If there is one group you would like to travel with, this is it. Paul and his team could do anything. Paul is a church planter. His helper, John Mark, is a prophet from Jerusalem. Timothy, his young buddy, was a gifted teacher in Ephesus and later wrote a book of the Bible. And Luke is now a physician, historian, and writer. This team could do anything. Paul can teach in Judah. Luke can teach in Greek. Timothy can relate to the youth and John and prophesy. I believe Mark E. Moore expounds upon this in his Acts lectures.
Lydia Is Baptized (Along With Her Family)
13 On the Sabbath we went outside the city gate to the river, where we expected to find a place of prayer. We sat down and began to speak to the women who had gathered there. 14 One of those listening was a woman from the city of Thyatira named Lydia, a dealer in purple cloth. She was a worshiper of God. The Lord opened her heart to respond to Paul’s message. 15 When she and the members of her household were baptized, she invited us to her home. “If you consider me a believer in the Lord,” she said, “come and stay at my house.” And she persuaded us.

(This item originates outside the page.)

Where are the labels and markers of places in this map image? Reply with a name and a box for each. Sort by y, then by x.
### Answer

So as this band of brothers takes a break in town, they go down to the river looking for a place of prayer. A Temple, probably, but there was none. This most likely is because there were not at least ten heads of households. I heard once that historically if there were not at least ten heads of homes, a synagogue would not have been built. So instead, what he found was women probably washing clothes and bathing in the river along with some children.

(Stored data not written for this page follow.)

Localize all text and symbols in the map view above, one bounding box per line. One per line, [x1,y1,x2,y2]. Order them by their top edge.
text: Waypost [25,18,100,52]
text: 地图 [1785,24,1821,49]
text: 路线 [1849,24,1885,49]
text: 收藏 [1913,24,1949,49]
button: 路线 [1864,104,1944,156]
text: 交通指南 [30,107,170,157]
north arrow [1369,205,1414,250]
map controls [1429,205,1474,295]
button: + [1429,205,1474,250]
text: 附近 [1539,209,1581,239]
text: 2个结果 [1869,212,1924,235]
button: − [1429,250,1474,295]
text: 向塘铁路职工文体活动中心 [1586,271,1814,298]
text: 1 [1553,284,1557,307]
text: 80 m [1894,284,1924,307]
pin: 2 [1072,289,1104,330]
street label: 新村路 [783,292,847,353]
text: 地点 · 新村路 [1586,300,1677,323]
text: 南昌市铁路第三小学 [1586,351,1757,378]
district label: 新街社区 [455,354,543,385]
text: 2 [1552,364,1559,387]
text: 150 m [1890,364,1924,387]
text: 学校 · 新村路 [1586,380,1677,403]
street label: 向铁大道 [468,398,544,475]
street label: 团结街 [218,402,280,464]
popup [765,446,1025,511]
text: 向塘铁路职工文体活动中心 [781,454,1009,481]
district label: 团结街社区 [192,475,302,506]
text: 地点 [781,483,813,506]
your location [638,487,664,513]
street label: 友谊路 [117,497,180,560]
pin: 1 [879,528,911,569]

Paul then decided to gather the women and teach them. We also learn that in Philippians 4:1-2 that there were Euodia and Syntyche listing as well. As he writes back to these women, he refers to them as their fellow soldiers in the kingdom – an impressive comment about women in that day that shouldn’t be quickly overlooked.
As Paul was teaching these women, the Lord opened their hearts (Philippians 2:13), and Lydia was baptized along with her entire family.
Paul & His Vision
Rember the first verse we reviewed? Acts 16:9-10. Paul had a vision and was traveling to Macedonia to meet a man. As he traveled, he stopped and spoke to the women at the river, and Lydia, in Acts 16:15, persuaded him to spend extra time with them. So time went on, and, as we will learn about in the following conversion experience, Paul was imprisoned. As we continue to read through the book of Acts, we quickly notice that Paul never did make it to Macedonia.
So what happened? Did God really speak to Paul in a vision? Did Paul disobey God, and his consequence was to be thrown in jail? Questions like these are what we ask ourselves when God speaks to us – we obey – and the outcome is not what we expect. So we begin to get discouraged and start questioning God about all our lives.
I read this bit of scripture as encouraging. God spoke to Paul, and he obeyed. As he was following, he paused, spent time with God, and invited others to do so. They became Christians, and as Paul was teaching more people about Jesus, he was thrown in jail, and never once did he doubt he was doing the right thing. Sometimes our lives don’t work out the way we intend them to. But never stop having faith in Christ.